The Sooners were undefeated when they met Texas in Mayfield's first start for Oklahoma against the Longhorns in 2015. They could afford to lose, which they promptly did 24-17. Last season, they had already lost twice and were eliminated from the national championship discussion before they limped into the Texas game and won 45-40.

Mayfield's team this season could rise from the ashes of Iowa State with an undefeated run that would have to include a victory over Texas as well as TCU, currently ranked No. 6, Oklahoma State, No. 14, and Texas Tech, No. 24. And then, of course, they would have to win in the resurrected Big 12 Championship Game.

Meanwhile, dominoes would have to fall around the country for the Sooners to reach college football's Final Four. That the Sooners can't control. But they can approach every game as if it is a College Football Playoff elimination game.

Which brings the Sooners to their next step on their way to Oz -- Texas in the Red River Showdown.

Forget for a moment the Heisman Trophy race and/or a national championship quest for Mayfield and Co. in front of a national TV audience in the sweet 2:30 p.m. time slot.
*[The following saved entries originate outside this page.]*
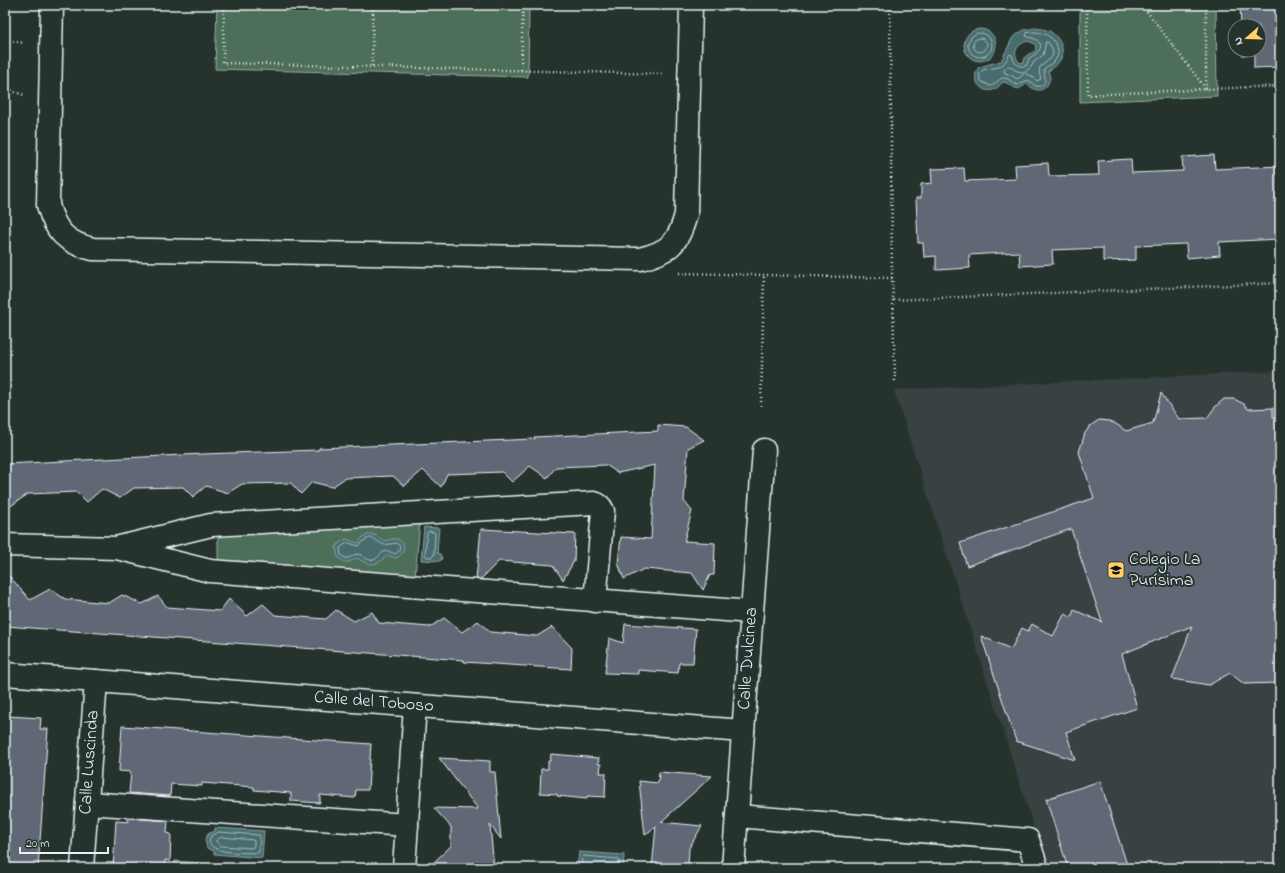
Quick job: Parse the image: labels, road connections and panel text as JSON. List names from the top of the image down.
{
  "streets": {
    "street": ["Calle Dulcinea", "Calle del Toboso", "Calle Luscinda"]
  },
  "crossings": [
    ["Calle Dulcinea", "Calle del Toboso"],
    ["Calle del Toboso", "Calle Luscinda"]
  ],
  "places": {
    "school or university": ["Colegio La Purísima"]
  },
  "scale_bar": "20 m",
  "north": "left"
}
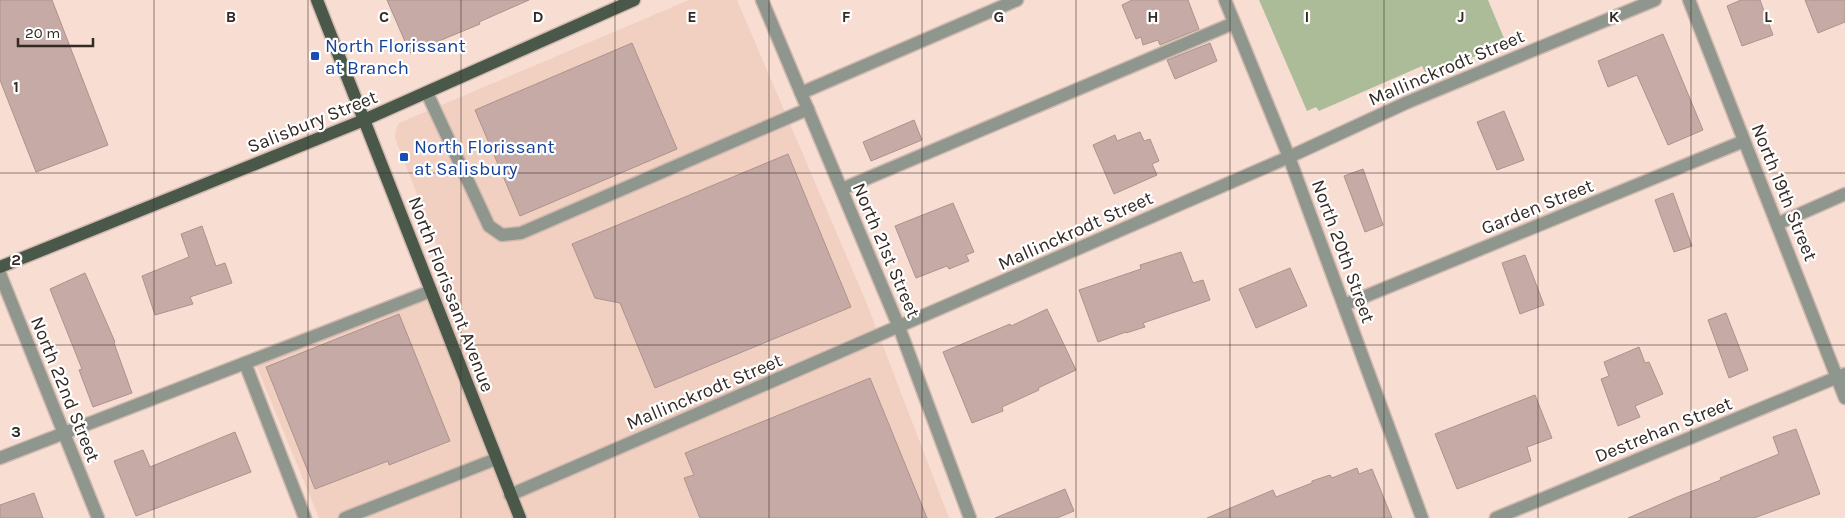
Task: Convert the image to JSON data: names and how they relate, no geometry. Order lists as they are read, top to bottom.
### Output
{
  "streets": {
    "main road": ["Salisbury Street", "North Florissant Avenue"],
    "street": [
      "Mallinckrodt Street",
      "North 19th Street",
      "Garden Street",
      "North 21st Street",
      "North 20th Street",
      "North 22nd Street",
      "Destrehan Street"
    ]
  },
  "crossings": [
    ["Mallinckrodt Street", "North 21st Street"],
    ["Mallinckrodt Street", "North 20th Street"],
    ["Mallinckrodt Street", "North Florissant Avenue"],
    ["Salisbury Street", "North Florissant Avenue"],
    ["North 19th Street", "Garden Street"],
    ["North 19th Street", "Destrehan Street"],
    ["Garden Street", "North 20th Street"]
  ],
  "places": {
    "transit": ["North Florissant at Branch", "North Florissant at Salisbury"]
  },
  "scale_bar": "20 m",
  "grid": {
    "columns": [
      "B",
      "C",
      "D",
      "E",
      "F",
      "G",
      "H",
      "I",
      "J",
      "K",
      "L"
    ],
    "rows": ["1", "2", "3"]
  }
}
A simple victory over the archrival Longhorns would cement Mayfield, who walked on first at Texas Tech before transferring to Oklahoma, in Sooners' lore even if he and his teammates stumble in ensuing games.

A second win for Mayfield against Texas would put him in the company of Sooners quarterbacks that the likes of Sam Bradford, Josh Heupel, Thomas Lott and Jack Mildren aspired to but never reached.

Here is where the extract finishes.